■ Exercise details ■
Among these records, which lines include "chart"? Copy them out.

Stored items
-*-*-

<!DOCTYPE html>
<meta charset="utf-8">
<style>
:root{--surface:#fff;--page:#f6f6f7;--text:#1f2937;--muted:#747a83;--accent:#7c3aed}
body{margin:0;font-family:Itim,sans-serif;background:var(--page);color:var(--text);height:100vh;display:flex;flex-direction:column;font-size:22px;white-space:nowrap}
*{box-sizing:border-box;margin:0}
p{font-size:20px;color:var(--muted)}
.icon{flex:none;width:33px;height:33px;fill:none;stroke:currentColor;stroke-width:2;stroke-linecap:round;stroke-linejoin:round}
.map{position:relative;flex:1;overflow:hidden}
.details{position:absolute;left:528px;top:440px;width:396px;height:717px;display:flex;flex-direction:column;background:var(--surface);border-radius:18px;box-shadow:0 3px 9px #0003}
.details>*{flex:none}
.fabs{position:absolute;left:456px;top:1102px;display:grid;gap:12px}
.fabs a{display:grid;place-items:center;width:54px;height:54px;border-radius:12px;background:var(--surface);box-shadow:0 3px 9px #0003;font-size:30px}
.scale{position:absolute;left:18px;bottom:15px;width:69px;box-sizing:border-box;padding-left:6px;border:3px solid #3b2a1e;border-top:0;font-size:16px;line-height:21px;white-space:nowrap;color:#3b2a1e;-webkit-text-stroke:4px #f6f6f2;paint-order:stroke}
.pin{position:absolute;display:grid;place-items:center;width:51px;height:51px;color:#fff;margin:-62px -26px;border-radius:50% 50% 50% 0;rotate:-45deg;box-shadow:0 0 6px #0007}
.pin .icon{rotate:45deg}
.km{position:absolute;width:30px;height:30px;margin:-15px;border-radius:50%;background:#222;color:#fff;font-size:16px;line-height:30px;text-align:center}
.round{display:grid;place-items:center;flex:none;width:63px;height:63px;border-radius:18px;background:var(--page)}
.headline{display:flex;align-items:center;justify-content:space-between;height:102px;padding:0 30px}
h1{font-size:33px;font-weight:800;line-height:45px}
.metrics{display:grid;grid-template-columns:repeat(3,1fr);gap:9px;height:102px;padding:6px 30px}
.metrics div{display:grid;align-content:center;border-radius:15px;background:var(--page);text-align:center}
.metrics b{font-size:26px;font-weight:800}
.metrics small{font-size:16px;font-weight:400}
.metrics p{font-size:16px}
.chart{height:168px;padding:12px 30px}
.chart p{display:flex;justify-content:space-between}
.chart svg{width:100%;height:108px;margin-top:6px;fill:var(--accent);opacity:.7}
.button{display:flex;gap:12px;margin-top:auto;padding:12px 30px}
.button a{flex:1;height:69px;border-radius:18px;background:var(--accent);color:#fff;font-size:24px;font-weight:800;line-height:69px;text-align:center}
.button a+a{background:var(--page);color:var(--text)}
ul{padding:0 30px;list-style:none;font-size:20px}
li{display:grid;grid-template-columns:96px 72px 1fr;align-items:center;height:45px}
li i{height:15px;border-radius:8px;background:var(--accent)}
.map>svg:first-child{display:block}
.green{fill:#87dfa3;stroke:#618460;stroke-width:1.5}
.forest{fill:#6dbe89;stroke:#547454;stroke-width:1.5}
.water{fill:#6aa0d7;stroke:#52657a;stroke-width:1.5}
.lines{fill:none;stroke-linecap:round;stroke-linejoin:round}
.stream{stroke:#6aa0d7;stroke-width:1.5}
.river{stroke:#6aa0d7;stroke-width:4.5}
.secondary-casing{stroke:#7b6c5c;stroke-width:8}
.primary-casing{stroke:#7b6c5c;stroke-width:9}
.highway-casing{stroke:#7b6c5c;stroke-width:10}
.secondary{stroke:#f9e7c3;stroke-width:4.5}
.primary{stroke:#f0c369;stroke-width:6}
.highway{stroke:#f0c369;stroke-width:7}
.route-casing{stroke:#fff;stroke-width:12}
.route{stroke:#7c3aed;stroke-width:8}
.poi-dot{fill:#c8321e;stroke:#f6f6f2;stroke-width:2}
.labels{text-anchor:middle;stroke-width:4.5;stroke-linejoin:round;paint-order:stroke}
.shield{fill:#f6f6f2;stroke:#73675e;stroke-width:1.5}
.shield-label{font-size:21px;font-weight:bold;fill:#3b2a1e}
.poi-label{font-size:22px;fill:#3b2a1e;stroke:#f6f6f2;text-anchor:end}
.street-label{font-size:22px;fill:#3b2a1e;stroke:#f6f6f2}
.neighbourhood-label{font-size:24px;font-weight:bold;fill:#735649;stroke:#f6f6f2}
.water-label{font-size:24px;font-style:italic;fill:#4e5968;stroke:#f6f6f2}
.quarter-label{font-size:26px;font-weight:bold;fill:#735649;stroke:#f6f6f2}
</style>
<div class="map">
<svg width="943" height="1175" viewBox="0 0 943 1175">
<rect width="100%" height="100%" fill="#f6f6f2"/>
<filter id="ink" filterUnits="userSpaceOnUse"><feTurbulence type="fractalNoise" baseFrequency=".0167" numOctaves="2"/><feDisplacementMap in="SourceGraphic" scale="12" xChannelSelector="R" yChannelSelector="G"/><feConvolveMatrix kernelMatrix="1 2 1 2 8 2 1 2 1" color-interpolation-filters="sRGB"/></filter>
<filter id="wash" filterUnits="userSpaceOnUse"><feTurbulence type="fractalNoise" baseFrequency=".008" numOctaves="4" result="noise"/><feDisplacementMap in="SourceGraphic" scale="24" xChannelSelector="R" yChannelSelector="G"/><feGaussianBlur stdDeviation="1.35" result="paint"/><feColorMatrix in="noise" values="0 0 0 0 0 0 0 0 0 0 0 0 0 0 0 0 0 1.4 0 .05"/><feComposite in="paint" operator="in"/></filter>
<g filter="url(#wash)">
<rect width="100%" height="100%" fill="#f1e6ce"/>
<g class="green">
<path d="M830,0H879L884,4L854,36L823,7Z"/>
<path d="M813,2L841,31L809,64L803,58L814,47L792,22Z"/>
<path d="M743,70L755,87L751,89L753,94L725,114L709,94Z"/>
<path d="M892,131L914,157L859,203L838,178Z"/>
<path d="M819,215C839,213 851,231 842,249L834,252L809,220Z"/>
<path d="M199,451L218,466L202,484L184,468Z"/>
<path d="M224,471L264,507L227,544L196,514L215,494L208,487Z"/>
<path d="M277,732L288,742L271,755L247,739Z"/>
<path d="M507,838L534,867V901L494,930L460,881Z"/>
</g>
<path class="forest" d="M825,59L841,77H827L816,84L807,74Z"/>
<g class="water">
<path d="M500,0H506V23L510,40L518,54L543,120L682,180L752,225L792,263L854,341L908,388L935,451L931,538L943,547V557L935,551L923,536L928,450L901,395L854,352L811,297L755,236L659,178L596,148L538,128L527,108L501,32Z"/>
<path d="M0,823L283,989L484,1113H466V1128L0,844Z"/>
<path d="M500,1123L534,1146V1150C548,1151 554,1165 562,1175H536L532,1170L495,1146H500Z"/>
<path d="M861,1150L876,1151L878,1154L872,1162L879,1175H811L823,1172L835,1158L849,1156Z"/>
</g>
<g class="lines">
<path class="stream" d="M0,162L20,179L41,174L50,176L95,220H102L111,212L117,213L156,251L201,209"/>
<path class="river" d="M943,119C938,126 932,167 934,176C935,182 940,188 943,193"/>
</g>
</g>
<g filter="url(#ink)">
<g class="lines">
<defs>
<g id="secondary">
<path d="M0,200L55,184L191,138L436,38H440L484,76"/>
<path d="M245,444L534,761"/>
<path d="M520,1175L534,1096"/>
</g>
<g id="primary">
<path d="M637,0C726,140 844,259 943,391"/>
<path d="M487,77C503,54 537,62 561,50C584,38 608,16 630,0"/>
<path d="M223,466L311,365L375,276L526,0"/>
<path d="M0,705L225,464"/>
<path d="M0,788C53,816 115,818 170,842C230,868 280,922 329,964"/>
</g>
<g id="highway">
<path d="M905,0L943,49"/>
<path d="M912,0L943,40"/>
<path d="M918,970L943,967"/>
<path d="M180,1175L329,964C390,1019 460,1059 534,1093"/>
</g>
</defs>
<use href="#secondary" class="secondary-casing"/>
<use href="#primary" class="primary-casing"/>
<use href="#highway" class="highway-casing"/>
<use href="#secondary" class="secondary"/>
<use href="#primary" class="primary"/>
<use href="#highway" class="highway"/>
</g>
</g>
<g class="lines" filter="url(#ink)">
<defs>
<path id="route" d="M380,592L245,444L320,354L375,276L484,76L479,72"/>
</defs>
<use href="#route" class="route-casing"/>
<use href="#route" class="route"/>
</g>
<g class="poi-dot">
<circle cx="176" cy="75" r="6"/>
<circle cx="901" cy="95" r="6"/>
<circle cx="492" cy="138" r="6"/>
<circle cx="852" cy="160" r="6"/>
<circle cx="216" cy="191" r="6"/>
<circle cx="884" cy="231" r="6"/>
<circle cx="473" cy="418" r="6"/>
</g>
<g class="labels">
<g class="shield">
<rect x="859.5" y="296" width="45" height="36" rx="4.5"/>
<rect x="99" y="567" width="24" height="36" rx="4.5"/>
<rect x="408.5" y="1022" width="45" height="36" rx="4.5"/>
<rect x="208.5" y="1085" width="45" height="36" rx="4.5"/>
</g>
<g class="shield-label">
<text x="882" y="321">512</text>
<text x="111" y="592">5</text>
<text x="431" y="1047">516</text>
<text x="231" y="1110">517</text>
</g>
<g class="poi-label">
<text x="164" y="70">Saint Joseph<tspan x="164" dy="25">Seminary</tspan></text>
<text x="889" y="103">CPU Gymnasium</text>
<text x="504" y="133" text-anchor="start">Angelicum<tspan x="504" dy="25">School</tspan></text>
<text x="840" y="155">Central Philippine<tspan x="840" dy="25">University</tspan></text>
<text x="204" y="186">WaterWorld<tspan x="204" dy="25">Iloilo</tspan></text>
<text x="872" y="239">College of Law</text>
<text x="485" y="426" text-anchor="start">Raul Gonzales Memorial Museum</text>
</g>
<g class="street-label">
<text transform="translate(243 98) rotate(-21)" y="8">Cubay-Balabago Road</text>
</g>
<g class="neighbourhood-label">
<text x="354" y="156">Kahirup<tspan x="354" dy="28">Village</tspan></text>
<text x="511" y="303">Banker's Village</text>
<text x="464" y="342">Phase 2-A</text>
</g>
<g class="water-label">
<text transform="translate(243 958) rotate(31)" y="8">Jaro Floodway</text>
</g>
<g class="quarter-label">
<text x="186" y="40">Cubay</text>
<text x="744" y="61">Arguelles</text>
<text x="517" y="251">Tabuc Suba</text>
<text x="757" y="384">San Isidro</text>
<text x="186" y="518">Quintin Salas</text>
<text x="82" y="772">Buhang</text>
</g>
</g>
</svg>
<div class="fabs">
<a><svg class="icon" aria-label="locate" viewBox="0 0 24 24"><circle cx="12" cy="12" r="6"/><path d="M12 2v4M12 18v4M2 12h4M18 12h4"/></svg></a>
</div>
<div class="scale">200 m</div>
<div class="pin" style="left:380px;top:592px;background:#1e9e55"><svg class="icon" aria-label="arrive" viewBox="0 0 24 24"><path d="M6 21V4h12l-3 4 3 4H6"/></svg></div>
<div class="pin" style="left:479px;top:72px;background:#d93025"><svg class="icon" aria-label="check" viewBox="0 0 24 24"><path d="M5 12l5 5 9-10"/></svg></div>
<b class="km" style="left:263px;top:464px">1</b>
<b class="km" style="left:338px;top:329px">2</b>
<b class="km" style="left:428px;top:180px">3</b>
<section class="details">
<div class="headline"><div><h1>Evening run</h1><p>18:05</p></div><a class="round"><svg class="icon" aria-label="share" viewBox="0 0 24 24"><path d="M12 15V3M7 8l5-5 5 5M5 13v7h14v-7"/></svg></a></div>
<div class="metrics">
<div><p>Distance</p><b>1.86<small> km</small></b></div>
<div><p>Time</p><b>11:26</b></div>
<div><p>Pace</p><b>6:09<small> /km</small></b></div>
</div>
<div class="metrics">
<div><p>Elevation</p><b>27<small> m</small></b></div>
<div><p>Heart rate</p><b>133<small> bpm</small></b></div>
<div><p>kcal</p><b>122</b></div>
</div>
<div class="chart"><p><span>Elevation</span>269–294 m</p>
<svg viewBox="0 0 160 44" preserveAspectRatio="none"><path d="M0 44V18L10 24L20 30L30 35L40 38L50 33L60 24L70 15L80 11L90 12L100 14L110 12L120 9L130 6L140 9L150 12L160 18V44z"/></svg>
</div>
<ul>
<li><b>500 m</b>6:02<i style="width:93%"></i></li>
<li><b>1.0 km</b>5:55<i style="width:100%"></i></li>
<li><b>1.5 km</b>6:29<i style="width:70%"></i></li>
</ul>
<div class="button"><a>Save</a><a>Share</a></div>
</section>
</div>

-*-*-

■ Answer for this exercise ■
.chart{height:168px;padding:12px 30px}
.chart p{display:flex;justify-content:space-between}
.chart svg{width:100%;height:108px;margin-top:6px;fill:var(--accent);opacity:.7}
<div class="chart"><p><span>Elevation</span>269–294 m</p>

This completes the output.